▸ **Problem**
The number of lines with the string "canvas" in the listing below is all that should be reported.

◆ ◆ ◆ ◆ ◆ ◆ ◆

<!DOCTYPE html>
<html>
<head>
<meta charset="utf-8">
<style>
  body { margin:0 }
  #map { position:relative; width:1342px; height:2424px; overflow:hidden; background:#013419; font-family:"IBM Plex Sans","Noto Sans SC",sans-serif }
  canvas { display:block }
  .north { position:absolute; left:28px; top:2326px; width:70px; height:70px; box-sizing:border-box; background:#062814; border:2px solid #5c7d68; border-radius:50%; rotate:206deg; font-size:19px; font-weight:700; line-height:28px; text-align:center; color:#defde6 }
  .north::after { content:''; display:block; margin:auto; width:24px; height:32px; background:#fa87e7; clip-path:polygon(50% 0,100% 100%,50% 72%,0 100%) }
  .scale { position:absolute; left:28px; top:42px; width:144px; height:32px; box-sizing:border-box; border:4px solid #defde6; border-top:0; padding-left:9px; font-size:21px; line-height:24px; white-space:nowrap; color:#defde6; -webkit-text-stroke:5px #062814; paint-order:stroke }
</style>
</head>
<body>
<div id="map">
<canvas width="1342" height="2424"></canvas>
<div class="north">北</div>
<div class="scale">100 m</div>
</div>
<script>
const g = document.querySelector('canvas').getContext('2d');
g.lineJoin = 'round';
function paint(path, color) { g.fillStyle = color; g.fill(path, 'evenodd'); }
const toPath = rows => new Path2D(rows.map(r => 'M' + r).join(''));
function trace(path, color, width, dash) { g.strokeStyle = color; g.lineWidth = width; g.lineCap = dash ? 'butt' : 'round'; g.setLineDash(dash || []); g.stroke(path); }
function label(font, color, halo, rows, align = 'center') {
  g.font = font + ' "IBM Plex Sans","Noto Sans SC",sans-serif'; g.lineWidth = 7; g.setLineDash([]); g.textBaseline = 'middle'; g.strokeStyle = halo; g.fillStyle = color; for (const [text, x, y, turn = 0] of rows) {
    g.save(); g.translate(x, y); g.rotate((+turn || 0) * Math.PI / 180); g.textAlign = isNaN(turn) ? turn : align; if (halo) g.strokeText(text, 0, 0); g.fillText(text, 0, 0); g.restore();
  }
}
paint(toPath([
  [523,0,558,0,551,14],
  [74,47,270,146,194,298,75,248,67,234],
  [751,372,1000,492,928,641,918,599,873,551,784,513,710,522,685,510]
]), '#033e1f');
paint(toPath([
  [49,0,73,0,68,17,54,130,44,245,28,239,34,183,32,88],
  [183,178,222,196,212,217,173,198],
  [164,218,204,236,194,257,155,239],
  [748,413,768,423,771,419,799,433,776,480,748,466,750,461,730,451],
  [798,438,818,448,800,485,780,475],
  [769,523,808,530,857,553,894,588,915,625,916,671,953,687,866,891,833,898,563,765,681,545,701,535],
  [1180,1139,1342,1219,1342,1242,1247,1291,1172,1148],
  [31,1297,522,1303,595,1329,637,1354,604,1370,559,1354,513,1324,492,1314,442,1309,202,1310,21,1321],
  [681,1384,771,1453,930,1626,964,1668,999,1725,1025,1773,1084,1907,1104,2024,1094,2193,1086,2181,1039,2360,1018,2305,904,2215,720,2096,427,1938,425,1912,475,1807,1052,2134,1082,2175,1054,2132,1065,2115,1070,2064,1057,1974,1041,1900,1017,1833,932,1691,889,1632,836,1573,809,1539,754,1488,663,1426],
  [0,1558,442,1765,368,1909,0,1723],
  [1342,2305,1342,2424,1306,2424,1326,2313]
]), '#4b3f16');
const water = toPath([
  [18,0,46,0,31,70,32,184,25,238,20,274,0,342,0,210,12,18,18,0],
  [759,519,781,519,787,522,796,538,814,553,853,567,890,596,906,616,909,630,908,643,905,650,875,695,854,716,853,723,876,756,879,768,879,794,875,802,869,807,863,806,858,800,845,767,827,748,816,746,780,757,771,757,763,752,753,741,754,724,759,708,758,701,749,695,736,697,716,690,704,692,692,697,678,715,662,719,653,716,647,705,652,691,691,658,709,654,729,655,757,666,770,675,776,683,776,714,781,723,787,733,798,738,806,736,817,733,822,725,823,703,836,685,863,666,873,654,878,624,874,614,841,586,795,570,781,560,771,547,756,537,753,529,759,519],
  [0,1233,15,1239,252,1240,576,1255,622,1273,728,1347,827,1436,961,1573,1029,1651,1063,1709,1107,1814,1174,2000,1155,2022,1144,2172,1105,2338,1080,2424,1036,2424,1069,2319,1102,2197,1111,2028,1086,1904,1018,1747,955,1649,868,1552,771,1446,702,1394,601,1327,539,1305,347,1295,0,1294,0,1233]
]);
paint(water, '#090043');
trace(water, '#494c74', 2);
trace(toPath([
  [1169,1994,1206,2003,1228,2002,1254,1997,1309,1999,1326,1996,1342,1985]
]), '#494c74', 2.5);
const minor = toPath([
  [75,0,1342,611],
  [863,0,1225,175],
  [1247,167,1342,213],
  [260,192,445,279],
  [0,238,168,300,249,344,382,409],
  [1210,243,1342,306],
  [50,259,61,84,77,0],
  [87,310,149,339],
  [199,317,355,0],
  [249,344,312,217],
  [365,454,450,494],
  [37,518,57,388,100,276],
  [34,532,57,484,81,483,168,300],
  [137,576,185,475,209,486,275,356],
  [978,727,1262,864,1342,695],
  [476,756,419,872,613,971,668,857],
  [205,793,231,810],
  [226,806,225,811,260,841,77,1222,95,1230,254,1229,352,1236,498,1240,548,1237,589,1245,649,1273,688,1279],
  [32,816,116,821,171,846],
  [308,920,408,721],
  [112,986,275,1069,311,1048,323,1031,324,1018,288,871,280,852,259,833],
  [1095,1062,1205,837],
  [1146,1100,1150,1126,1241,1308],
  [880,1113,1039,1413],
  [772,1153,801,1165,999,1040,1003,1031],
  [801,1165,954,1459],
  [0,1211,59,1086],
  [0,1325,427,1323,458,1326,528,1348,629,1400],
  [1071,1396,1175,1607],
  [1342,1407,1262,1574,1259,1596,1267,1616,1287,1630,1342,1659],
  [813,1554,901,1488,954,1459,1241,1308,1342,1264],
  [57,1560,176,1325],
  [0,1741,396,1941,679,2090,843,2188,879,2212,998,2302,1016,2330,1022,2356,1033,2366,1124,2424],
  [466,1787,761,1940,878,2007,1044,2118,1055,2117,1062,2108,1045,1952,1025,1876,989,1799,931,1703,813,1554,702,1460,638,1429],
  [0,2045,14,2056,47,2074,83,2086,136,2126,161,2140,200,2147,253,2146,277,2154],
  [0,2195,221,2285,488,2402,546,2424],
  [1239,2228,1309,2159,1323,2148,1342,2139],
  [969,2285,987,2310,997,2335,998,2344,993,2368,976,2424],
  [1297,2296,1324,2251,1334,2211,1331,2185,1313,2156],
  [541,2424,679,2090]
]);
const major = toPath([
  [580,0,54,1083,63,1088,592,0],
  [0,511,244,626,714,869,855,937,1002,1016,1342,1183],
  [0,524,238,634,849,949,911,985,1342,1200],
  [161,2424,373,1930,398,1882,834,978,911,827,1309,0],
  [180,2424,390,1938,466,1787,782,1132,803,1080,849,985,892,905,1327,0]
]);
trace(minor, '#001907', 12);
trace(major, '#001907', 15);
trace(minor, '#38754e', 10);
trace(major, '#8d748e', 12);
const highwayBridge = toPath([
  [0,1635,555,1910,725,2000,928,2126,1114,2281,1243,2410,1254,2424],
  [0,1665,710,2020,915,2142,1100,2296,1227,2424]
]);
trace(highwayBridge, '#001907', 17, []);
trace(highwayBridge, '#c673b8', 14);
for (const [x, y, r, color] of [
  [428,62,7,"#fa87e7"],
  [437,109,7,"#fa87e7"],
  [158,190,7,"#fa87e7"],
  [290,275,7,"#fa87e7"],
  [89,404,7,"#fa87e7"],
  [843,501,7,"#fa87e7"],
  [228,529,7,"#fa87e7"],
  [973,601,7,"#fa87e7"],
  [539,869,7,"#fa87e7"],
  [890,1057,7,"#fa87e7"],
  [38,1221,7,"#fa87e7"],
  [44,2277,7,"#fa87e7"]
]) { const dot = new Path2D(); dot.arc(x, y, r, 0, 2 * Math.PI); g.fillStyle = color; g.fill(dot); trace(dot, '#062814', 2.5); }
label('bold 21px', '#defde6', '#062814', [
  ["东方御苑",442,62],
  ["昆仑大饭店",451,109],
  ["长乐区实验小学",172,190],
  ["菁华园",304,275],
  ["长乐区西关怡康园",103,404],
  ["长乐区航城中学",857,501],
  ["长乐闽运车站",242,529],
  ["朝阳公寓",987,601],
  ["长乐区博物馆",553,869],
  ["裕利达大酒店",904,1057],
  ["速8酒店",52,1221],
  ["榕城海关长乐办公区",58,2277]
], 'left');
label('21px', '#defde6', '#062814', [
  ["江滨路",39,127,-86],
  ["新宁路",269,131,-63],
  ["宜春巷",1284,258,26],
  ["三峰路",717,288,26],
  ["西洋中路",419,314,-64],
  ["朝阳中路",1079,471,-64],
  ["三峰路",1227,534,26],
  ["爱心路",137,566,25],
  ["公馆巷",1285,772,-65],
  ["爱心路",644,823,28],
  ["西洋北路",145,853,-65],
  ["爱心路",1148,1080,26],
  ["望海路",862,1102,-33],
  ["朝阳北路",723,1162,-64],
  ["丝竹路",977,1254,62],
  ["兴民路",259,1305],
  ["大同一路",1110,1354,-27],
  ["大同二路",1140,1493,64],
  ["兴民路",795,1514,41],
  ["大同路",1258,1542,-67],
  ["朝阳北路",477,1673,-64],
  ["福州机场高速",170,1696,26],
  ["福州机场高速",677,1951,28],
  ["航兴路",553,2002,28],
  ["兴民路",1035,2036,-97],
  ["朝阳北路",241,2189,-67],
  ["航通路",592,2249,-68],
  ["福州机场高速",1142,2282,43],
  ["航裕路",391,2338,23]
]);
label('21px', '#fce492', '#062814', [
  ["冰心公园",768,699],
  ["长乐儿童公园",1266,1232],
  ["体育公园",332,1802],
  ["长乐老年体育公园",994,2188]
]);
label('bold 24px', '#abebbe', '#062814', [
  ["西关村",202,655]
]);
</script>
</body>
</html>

◆ ◆ ◆ ◆ ◆ ◆ ◆

▸ **Response for this exercise**
3